--- Material for this task ---

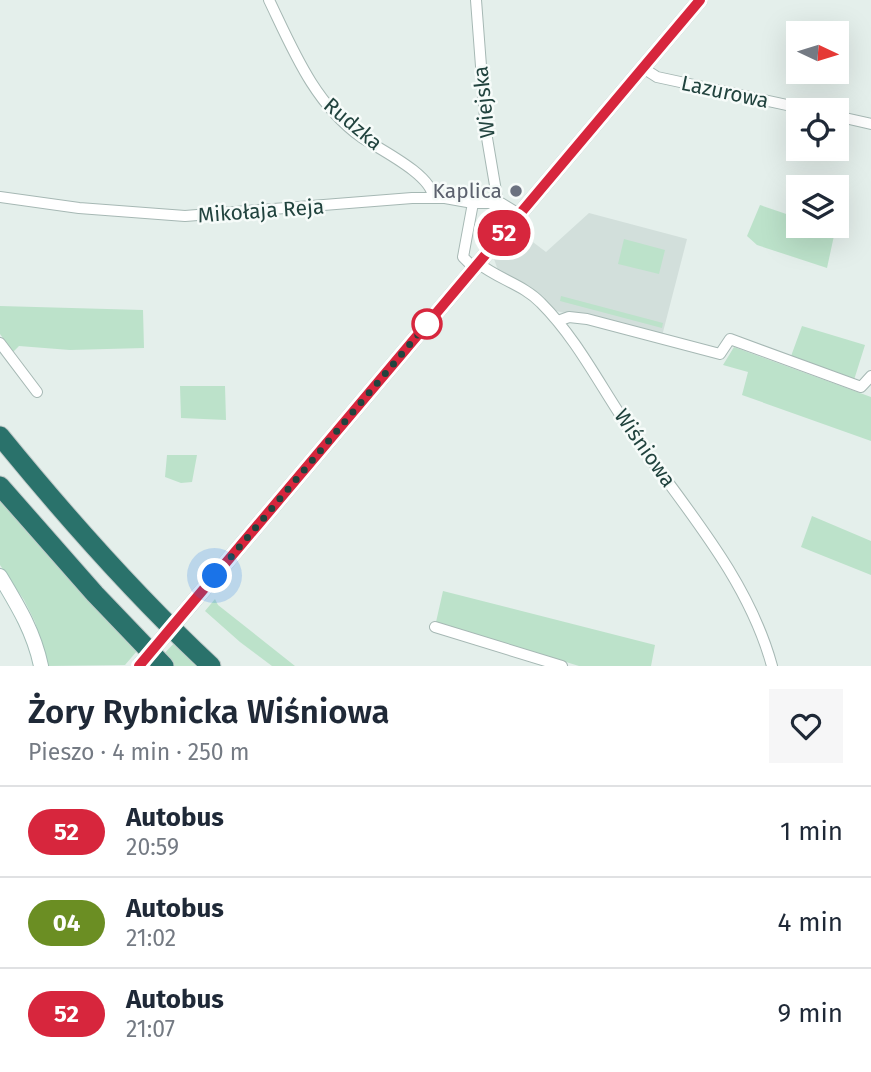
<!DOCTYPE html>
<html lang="pl">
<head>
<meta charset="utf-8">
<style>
  :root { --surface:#fff; --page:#f6f6f7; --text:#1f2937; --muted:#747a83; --line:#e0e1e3 }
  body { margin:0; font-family:"Fira Sans",sans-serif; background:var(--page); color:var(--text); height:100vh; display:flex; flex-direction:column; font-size:26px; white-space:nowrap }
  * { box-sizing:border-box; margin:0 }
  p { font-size:23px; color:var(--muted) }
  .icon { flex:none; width:38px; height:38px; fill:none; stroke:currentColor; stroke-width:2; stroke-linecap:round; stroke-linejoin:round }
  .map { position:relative; height:666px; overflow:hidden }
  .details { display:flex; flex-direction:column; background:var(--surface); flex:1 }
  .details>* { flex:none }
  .badge { padding:0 14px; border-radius:23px; font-size:24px; line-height:46px }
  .needle { width:46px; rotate:94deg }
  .buttons { position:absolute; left:786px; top:21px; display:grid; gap:14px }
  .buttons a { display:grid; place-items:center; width:63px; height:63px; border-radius:0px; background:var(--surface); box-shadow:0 7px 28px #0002; font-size:35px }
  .you { position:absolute; width:35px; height:35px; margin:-18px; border:5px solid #fff; border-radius:50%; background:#1a73e8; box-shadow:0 0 0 10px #1a73e833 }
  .map>.badge { position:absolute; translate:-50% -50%; box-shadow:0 0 0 4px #fff }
  .round { display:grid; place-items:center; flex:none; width:74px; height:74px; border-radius:0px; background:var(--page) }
  .overview { display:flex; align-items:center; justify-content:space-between; height:119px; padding:0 28px }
  h1 { font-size:33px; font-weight:600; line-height:52px }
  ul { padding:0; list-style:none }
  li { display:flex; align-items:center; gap:21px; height:91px; padding:0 28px; border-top:2px solid var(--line) }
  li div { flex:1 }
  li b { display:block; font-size:26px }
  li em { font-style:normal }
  li .badge { min-width:77px; font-weight:700; text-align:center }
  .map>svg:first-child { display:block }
  .built { fill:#d2dfdb }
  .green { fill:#bce2ca }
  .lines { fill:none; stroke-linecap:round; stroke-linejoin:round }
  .street-casing { stroke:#a6b8b4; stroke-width:12 }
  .secondary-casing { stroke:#a2bcb6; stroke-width:16 }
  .highway-casing { stroke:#c1cac9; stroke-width:21 }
  .street { stroke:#fff; stroke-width:10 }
  .secondary { stroke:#fff; stroke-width:14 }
  .highway { stroke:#2a726b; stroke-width:19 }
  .secondary-bridge-casing { stroke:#a2bcb6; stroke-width:16; stroke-linecap:butt }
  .secondary-bridge { stroke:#fff; stroke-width:14 }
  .line-casing { stroke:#fff; stroke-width:16 }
  .line { stroke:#d7263d; stroke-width:10 }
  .walk { stroke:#21433e; stroke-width:7; stroke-dasharray:0 12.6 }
  .worship-dot { fill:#6b7280; stroke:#f6fbf9; stroke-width:2.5 }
  .stop-dot { fill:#fff; stroke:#d7263d; stroke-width:3.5 }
  .labels { text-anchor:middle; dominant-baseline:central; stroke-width:5; stroke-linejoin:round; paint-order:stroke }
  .street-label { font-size:21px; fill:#21433e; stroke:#f6fbf9 }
  .worship-label { font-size:21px; fill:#5b616d; stroke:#f6fbf9; text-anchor:end }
</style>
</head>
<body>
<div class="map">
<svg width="871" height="666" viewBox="0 0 871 666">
  <rect width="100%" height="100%" fill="#e4efeb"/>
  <!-- built -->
  <path class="built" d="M589,213l98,26 -25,97 -110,-26 -17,-19 -36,-18 -5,-14 27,-26 25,19z"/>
  <!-- green -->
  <path class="green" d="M760,205l38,13v8h21l16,5 -8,37 -70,-23 -10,-9z
    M624,239l41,11 -6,24 -41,-10z
    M561,296l102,27 -1,5 -102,-27z
    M0,306l143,4 1,38 -74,2 -51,-4 -6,6 -13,-18z
    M802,326l63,19 -11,35 -64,-21z
    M734,347l137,50v44l-129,-46 6,-23 -25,-7z
    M180,386h45l1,34 -45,-2z
    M167,455h30l-5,27 -11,1 -16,-6z
    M0,501l68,77 69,73 -12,14 -77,1 -13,-44 -11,-22 -24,-35z
    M812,516l59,25v34l-70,-28z
    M443,591l212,54 -4,21h-72l-143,-44z
    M215,599l3,6 77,61h-23l-32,-24 -35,-31z
    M176,641l26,25h-30l-10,-10z"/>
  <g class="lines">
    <!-- street casing -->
    <g class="street-casing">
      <path id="street" d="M269,0c24,50 45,103 92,137 18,12 72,38 72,61
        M476,0l10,132 12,71
        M643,68l14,9 153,33
        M836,116l35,8
        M0,197l79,11 106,8 227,-18h33l28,5h28l18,11
        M473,203l-10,54 11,11
        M478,263c20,16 46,22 63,40 38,38 61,87 92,131 51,73 115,144 139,232
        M558,321l11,-4 18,2 133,35 10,-15 131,48 10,-11
        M0,343l37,49
        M435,627l127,39"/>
    </g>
    <!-- secondary casing -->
    <g class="secondary-casing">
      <path id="secondary" d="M0,576c18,30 34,56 41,90
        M198,596l502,-596"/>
    </g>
    <!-- highway casing -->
    <g class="highway-casing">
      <path id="highway" d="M0,436c66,81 135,159 211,230
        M0,486l95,108 69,72"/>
    </g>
    <!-- street -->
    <use href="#street" class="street"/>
    <!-- secondary -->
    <use href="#secondary" class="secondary"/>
    <!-- highway -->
    <use href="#highway" class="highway"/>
    <!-- secondary-bridge casing -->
    <g class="secondary-bridge-casing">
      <path id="secondary-bridge" d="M139,666l59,-70"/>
    </g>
    <!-- secondary-bridge -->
    <use href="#secondary-bridge" class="secondary-bridge"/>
  </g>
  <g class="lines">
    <!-- line casing -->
    <g class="line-casing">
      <path id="line" d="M139,666l561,-666"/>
    </g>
    <!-- line -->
    <use href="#line" class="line"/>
    <!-- walk -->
    <path class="walk" d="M215,576l212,-252"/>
  </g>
  <!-- markers -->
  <circle class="worship-dot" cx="516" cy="191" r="7"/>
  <circle class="stop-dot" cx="427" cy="324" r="14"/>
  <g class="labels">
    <!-- street labels -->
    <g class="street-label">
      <text transform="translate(725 92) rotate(12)">Lazurowa</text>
      <text transform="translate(484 102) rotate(-96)">Wiejska</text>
      <text transform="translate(353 124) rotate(40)">Rudzka</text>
      <text transform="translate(261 211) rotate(-4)">Mikołaja Reja</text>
      <text transform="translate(645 448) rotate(55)">Wiśniowa</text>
    </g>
    <!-- worship labels -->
    <g class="worship-label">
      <text x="502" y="191">Kaplica</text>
    </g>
  </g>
</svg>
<div class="buttons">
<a><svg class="needle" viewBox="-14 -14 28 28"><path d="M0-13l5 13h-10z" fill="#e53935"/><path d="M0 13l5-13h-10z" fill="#747a83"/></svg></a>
<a><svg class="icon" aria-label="locate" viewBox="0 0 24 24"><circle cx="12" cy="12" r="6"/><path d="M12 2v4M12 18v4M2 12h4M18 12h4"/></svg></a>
<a><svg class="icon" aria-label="layers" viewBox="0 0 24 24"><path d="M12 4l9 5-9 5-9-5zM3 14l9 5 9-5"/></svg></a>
</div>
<div class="you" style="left:215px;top:576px"></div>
<b class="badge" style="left:504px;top:233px;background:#d7263d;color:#fff">52</b>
</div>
<section class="details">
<div class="overview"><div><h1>Żory Rybnicka Wiśniowa</h1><p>Pieszo · 4 min · 250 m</p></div><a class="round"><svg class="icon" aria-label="heart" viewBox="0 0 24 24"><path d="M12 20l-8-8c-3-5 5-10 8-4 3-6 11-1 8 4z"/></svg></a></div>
<ul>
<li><span class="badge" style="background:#d7263d;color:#fff">52</span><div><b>Autobus</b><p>20:59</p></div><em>1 min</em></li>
<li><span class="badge" style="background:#6b8e23;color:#fff">04</span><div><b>Autobus</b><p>21:02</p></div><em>4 min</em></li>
<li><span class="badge" style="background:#d7263d;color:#fff">52</span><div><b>Autobus</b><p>21:07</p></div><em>9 min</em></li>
</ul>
</section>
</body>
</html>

---

• **What the task asks**
With pictures removed, write out exactly each line of the entries from the first through the line that holds "position:absolute; left:786px; top:21px;".

• **The answer**
<!DOCTYPE html>
<html lang="pl">
<head>
<meta charset="utf-8">
<style>
  :root { --surface:#fff; --page:#f6f6f7; --text:#1f2937; --muted:#747a83; --line:#e0e1e3 }
  body { margin:0; font-family:"Fira Sans",sans-serif; background:var(--page); color:var(--text); height:100vh; display:flex; flex-direction:column; font-size:26px; white-space:nowrap }
  * { box-sizing:border-box; margin:0 }
  p { font-size:23px; color:var(--muted) }
  .icon { flex:none; width:38px; height:38px; fill:none; stroke:currentColor; stroke-width:2; stroke-linecap:round; stroke-linejoin:round }
  .map { position:relative; height:666px; overflow:hidden }
  .details { display:flex; flex-direction:column; background:var(--surface); flex:1 }
  .details>* { flex:none }
  .badge { padding:0 14px; border-radius:23px; font-size:24px; line-height:46px }
  .needle { width:46px; rotate:94deg }
  .buttons { position:absolute; left:786px; top:21px; display:grid; gap:14px }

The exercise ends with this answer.